(Beginning of Input data)
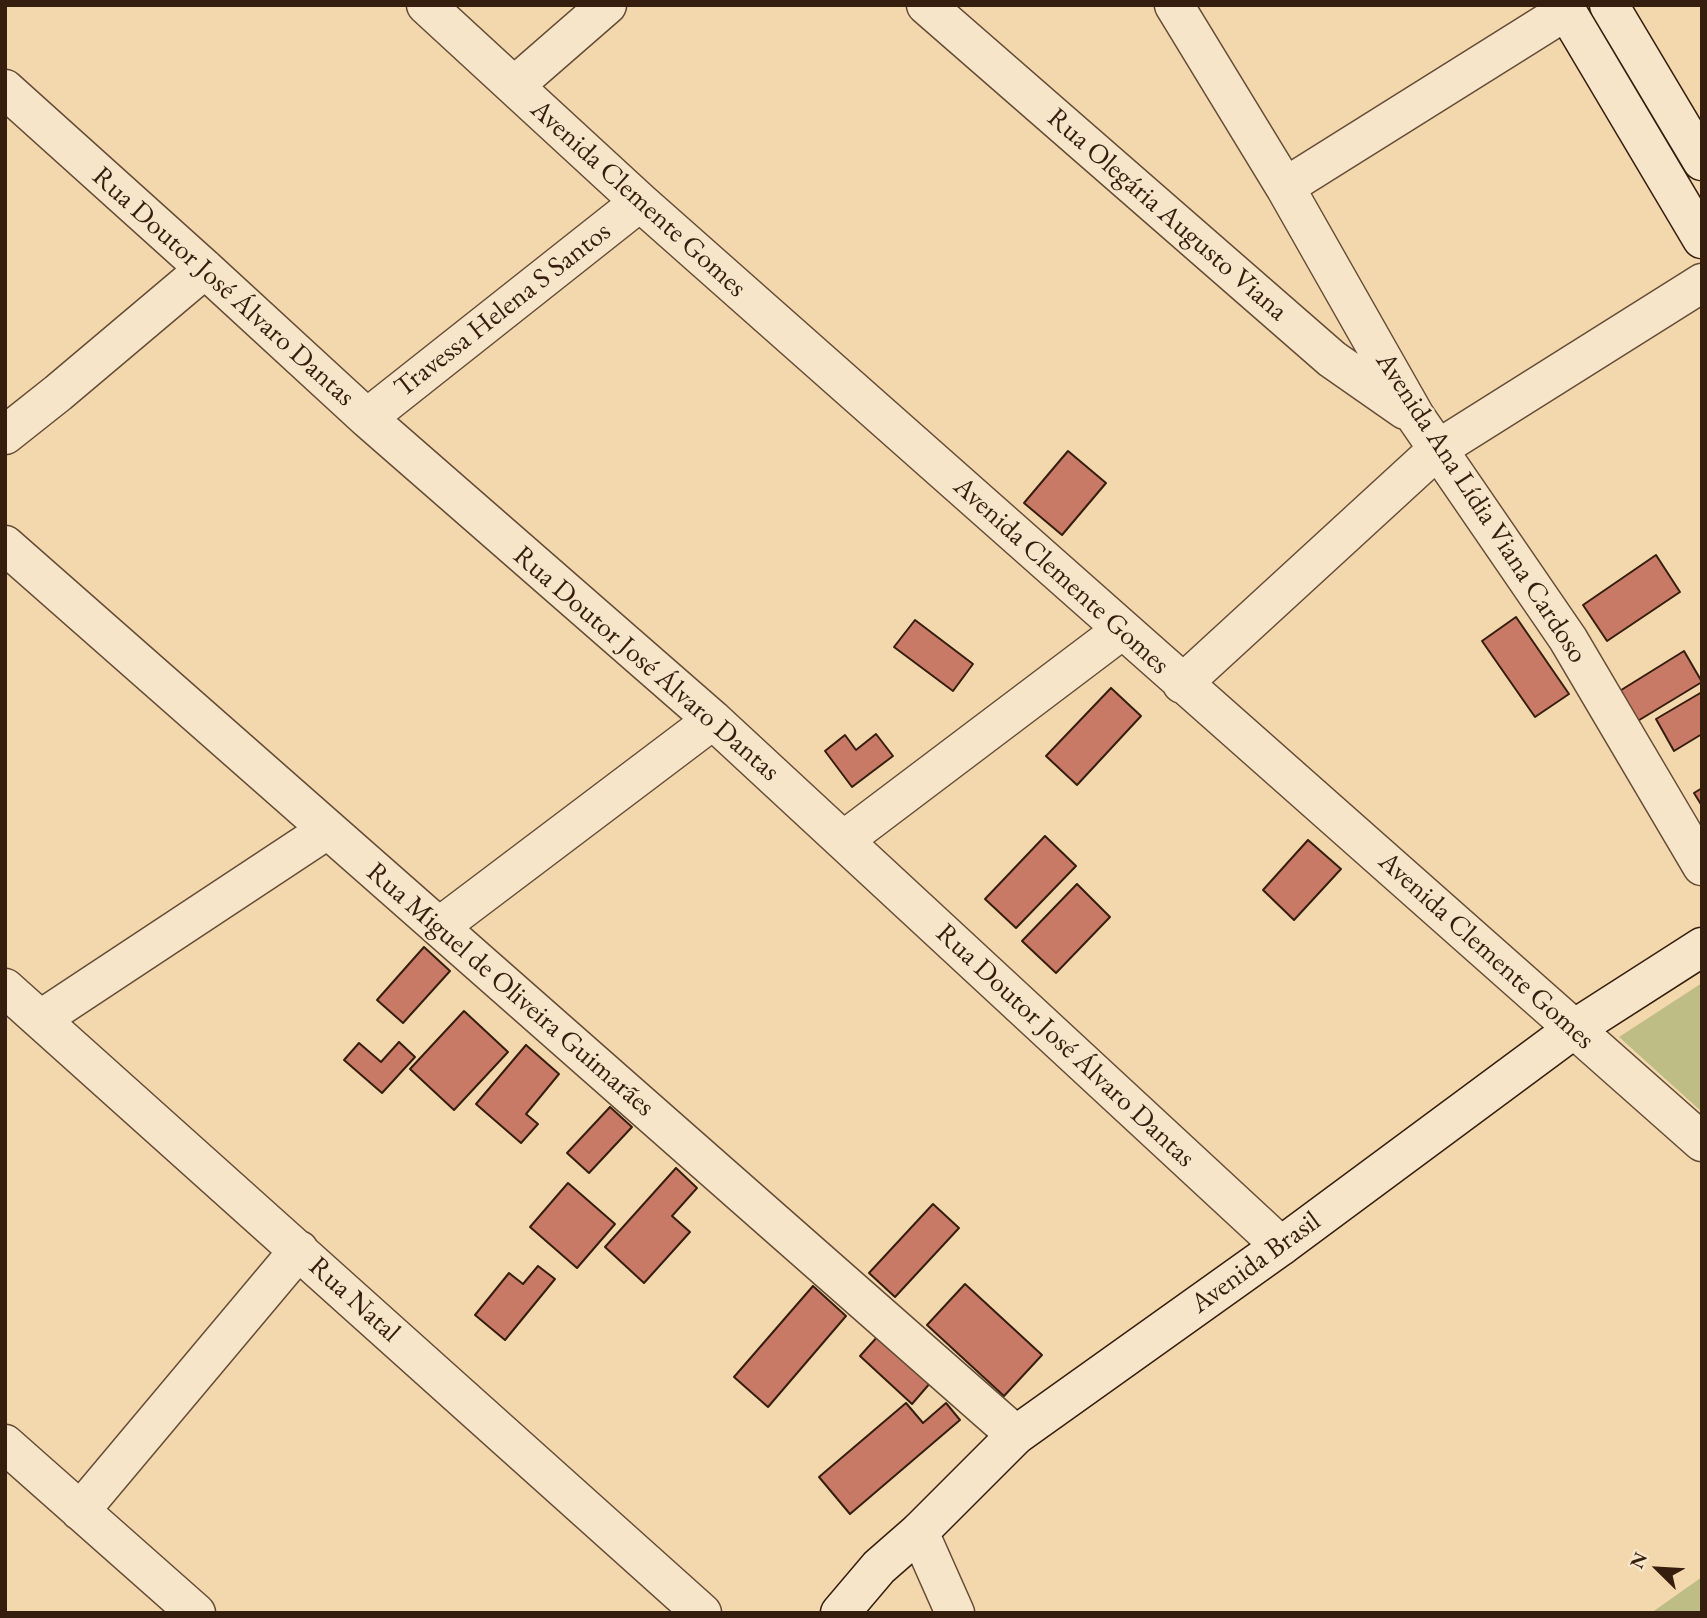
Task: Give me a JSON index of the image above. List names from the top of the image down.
{
  "streets": {
    "street": [
      "Avenida Clemente Gomes",
      "Rua Olegária Augusto Viana",
      "Rua Doutor José Álvaro Dantas",
      "Travessa Helena S Santos",
      "Avenida Ana Lídia Viana Cardoso",
      "Rua Miguel de Oliveira Guimarães",
      "Avenida Brasil",
      "Rua Natal"
    ]
  },
  "crossings": [
    ["Avenida Clemente Gomes", "Travessa Helena S Santos"],
    ["Avenida Clemente Gomes", "Avenida Brasil"],
    ["Rua Olegária Augusto Viana", "Avenida Ana Lídia Viana Cardoso"],
    ["Rua Doutor José Álvaro Dantas", "Travessa Helena S Santos"],
    ["Rua Doutor José Álvaro Dantas", "Avenida Brasil"],
    ["Rua Miguel de Oliveira Guimarães", "Avenida Brasil"]
  ],
  "north": "top left"
}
(End of Input data)
_Requirement_: Check each line of the data above for the word "Oliveira" and copy the ones where it is found.

_Completed exercise_:
      "Rua Miguel de Oliveira Guimarães",
    ["Rua Miguel de Oliveira Guimarães", "Avenida Brasil"]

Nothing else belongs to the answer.